Try Googling before asking a damn silly question.
chateau dot murray at idnet dot com
> I was watching the dimming of the headlight on my Kawie as I engaged
> the starter. The headlight is hard-wired to the "ON" position and is
> always illuminated when the key is turner to the run position.
Someone has screwed around with your Kawasaki's headlight circuit.
The headlight should be off until the engine starts running. There
is a relay box and one or more diodes that makes this happen. It's
been a feature of Kawasakis ever since the late 70s/early 80s.
> That extra load will slow down the starter a bit, shorten the life of
> the battery a bit, and slow down the recharging of the battery.
>
> The charging circuit is designed the the headlight load to be there
> continuously. Would anything be damaged if I added a switch in series
> to leave the headlight off for continuous running? I know it's
> illegal not to have a headlight as a running light, but my concern is
> that the loss of the load would spike some voltages and then possibly
> harm something expensive such as an electronic ignition system.
Adding a switch is unnecessary. As you say, the bike's charging system
is designed to have the headlight on all the time when the engine is
running and has enough capacity to charge the battery while running the
headlight.
> What say ye, would it hurt to disconnect the headlight for extended
> running?
It really won't hurt anything but you're better off leaving the system
alone and staying legal. In my state and I suspect all 50 states are
the same, you are required to have the headlight on while riding. You
are in the USA, correct?
It's an 82. So the headlight is supposed to stay off whilst cranking
the starter? Best idea I've heard, will look at the wiring diagram to
locate the exact relay or timer that does this.
>
> Adding a switch is unnecessary. As you say, the bike's charging system
> is designed to have the headlight on all the time when the engine is
> running and has enough capacity to charge the battery while running the
> headlight.
>
When the battery is a bit low it takes too much to energize both the
headlight and the starter.......
Will go to work on this.
Thanks,
Biker Dude
> It's an 82. So the headlight is supposed to stay off whilst cranking
> the starter?
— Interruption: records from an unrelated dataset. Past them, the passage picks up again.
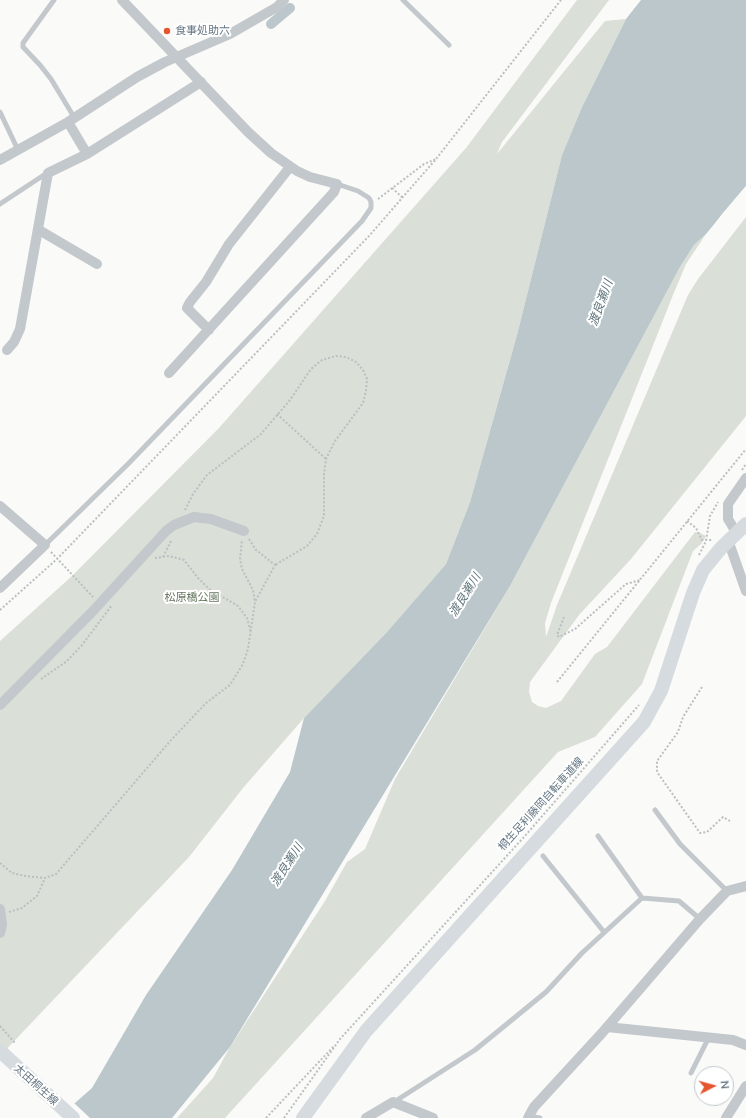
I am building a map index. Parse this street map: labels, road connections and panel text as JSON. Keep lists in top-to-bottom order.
{
  "streets": {
    "street": ["太田桐生線"],
    "path": ["桐生足利藤岡自転車道線"]
  },
  "water": ["渡良瀬川"],
  "parks": ["松原橋公園"],
  "places": ["食事処助六"],
  "north": "right"
}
Best idea I've heard, will look at the wiring diagram to
> locate the exact relay or timer that does this.
On US spec bikes I've owned and ridden, and now on modern EU-spec bikes
(one of which I own), pressing the starter button disengages the
headlight, yes.>
>
>
> >
> > Adding a switch is unnecessary. As you say, the bike's charging system
> > is designed to have the headlight on all the time when the engine is
> > running and has enough capacity to charge the battery while running the
> > headlight.
> >
>
> When the battery is a bit low it takes too much to energize both the
> headlight and the starter.......
Fit a new battery.
I checked my genuine Kawasaki KZ750 workshop manual and I think I gave
you some bad information. The "Junction Box" which keeps the headlight
off until the engine is running was not introduced until the 1984 models.
I gave away my KZ550 manual when I sold my 82 GPz550 so I can't look up
the wiring diagram for that particular model but looking at the parts
fiche on http://www.buykawasaki.com shows that the '82 KZ550-C3 (LTD)
has what is called a 'Reserve Lighting Device' which Kawasaki included
in an attempt to cater to the USA requirement of always having the
headlight on. If one of the filaments burns out, the RLD will turn on
the other one. Note that this device does not keep the headlight off
until the engine is running or even just when cranking the starter.
Hondas of the late 70s and early 80s (I know my two '81s had this)
opened the headlight circuit while the starter button was pressed.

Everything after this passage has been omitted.